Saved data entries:
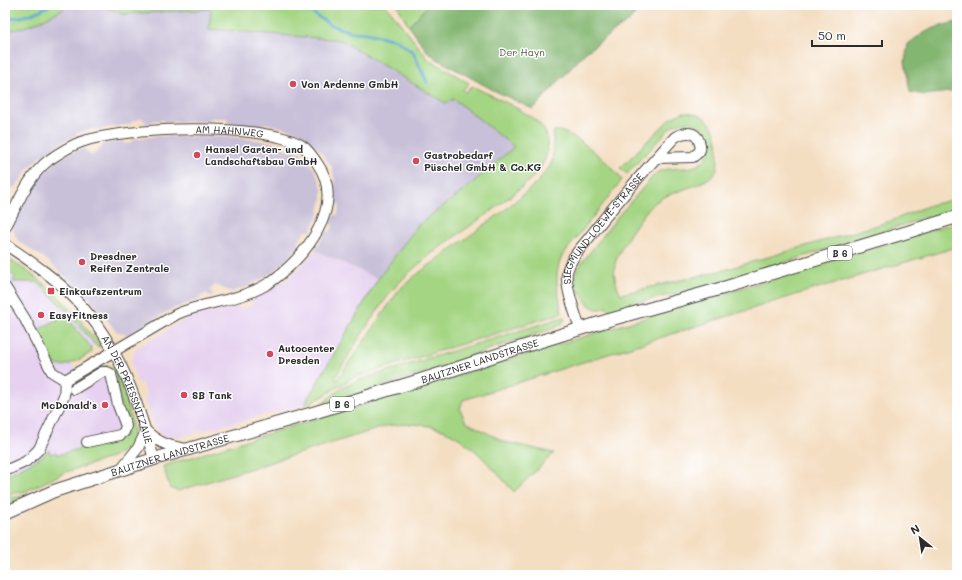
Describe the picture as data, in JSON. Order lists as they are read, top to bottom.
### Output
{
  "streets": {
    "main road": ["B 6", "BAUTZNER LANDSTRASSE"],
    "street": ["AM HAHNWEG", "SIEGMUND-LOEWE-STRASSE", "AN DER PRIESSNITZAUE"]
  },
  "crossings": [
    ["AM HAHNWEG", "AN DER PRIESSNITZAUE"],
    ["SIEGMUND-LOEWE-STRASSE", "BAUTZNER LANDSTRASSE"],
    ["BAUTZNER LANDSTRASSE", "AN DER PRIESSNITZAUE"]
  ],
  "parks": ["Der Hayn"],
  "places": {
    "other": [
      "Von Ardenne GmbH",
      "Hansel Garten- und Landschaftsbau GmbH",
      "Gastrobedarf Püschel GmbH & Co.KG",
      "Dresdner Reifen Zentrale",
      "EasyFitness",
      "Autocenter Dresden",
      "SB Tank",
      "McDonald's"
    ],
    "transit": ["Einkaufszentrum"]
  },
  "scale_bar": "50 m",
  "north": "top left"
}
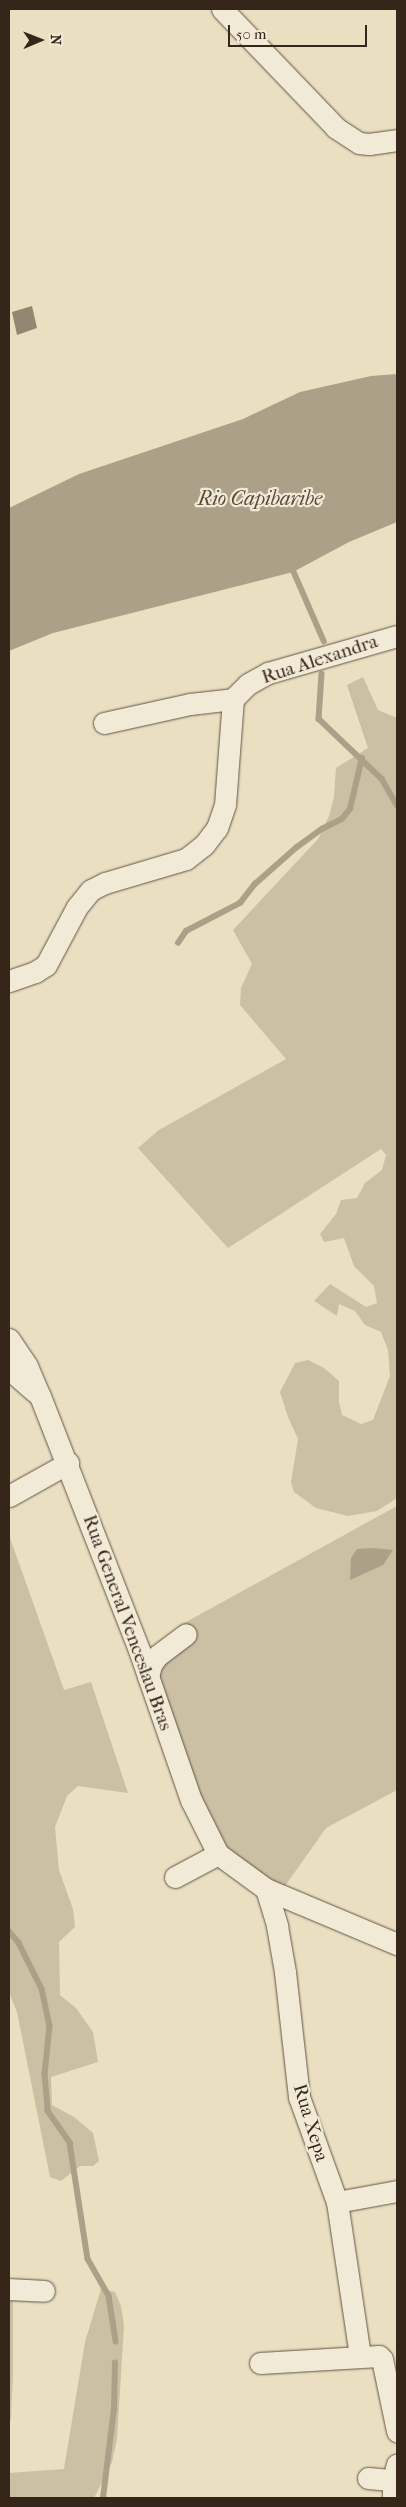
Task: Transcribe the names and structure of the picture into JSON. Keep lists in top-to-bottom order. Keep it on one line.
{"streets":{"street":["Rua Alexandra","Rua General Venceslau Bras","Rua Xepa"]},"crossings":[["Rua General Venceslau Bras","Rua Xepa"]],"water":["Rio Capibaribe"],"scale_bar":"50 m","north":"right"}
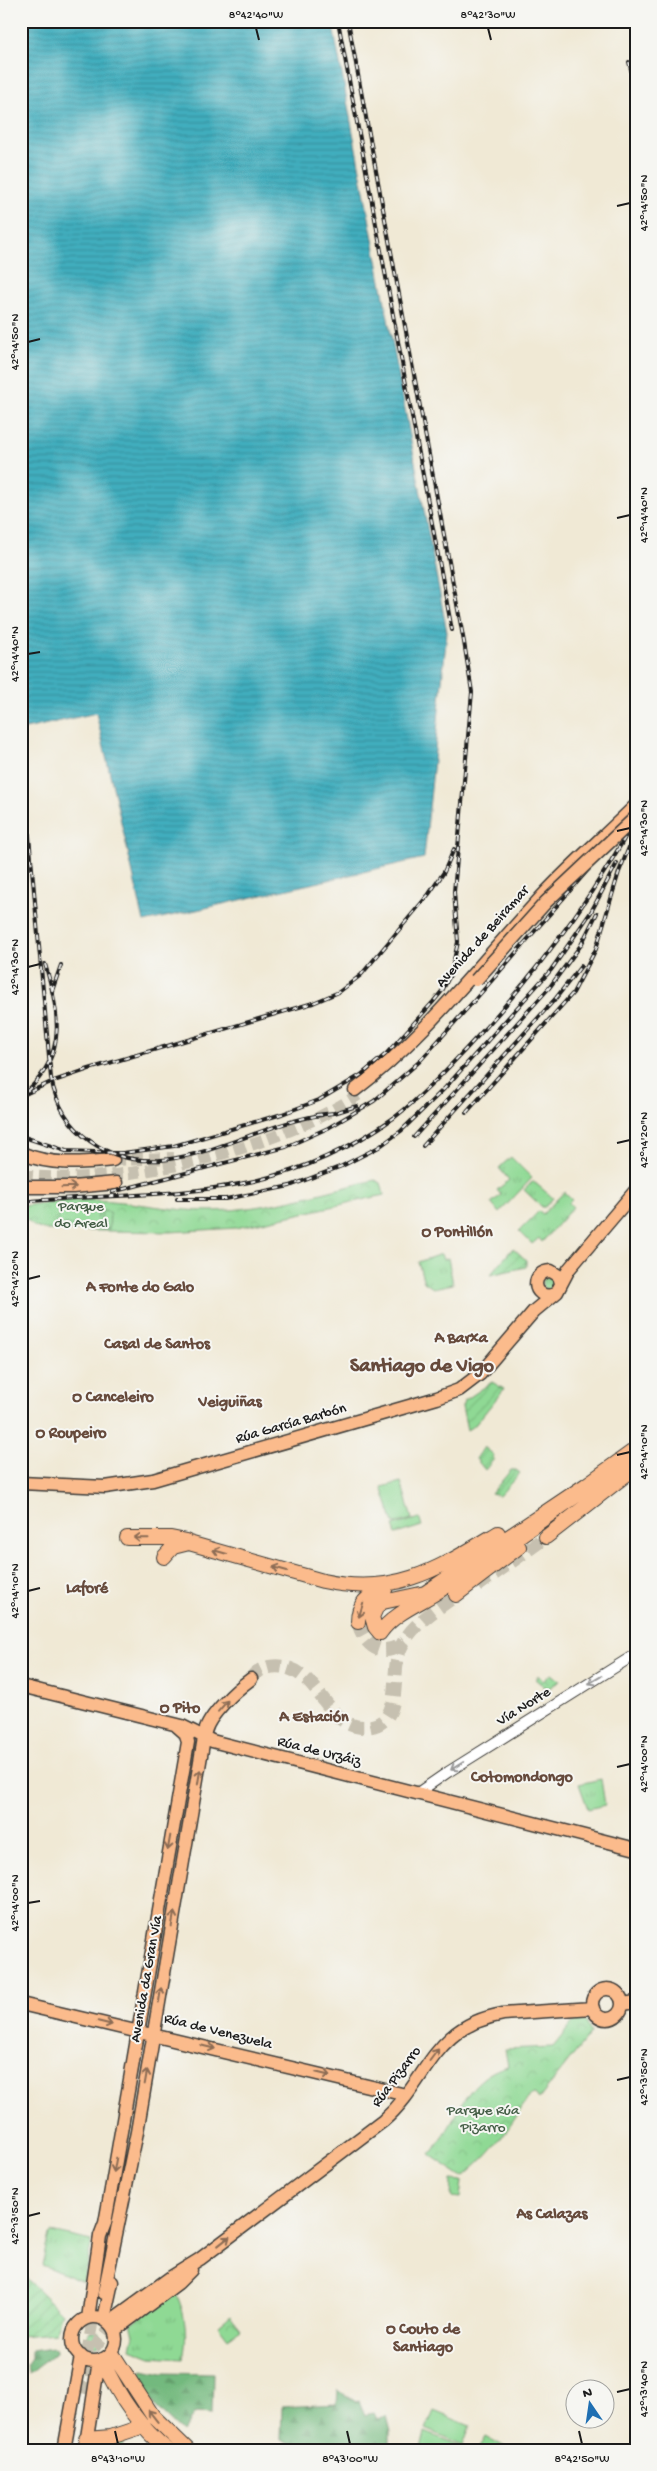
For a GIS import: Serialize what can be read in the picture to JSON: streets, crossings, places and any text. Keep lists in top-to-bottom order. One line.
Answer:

→ **Task objective**
Only lines containing the word "read" should appear in the answer, and every such line from the records above must be there.

→ **Response to the exercise**
Describe the picture as data, in JSON. Order lists as they are read, top to bottom.
For a GIS import: Serialize what can be read in the picture to JSON: streets, crossings, places and any text. Keep lists in top-to-bottom order. One line.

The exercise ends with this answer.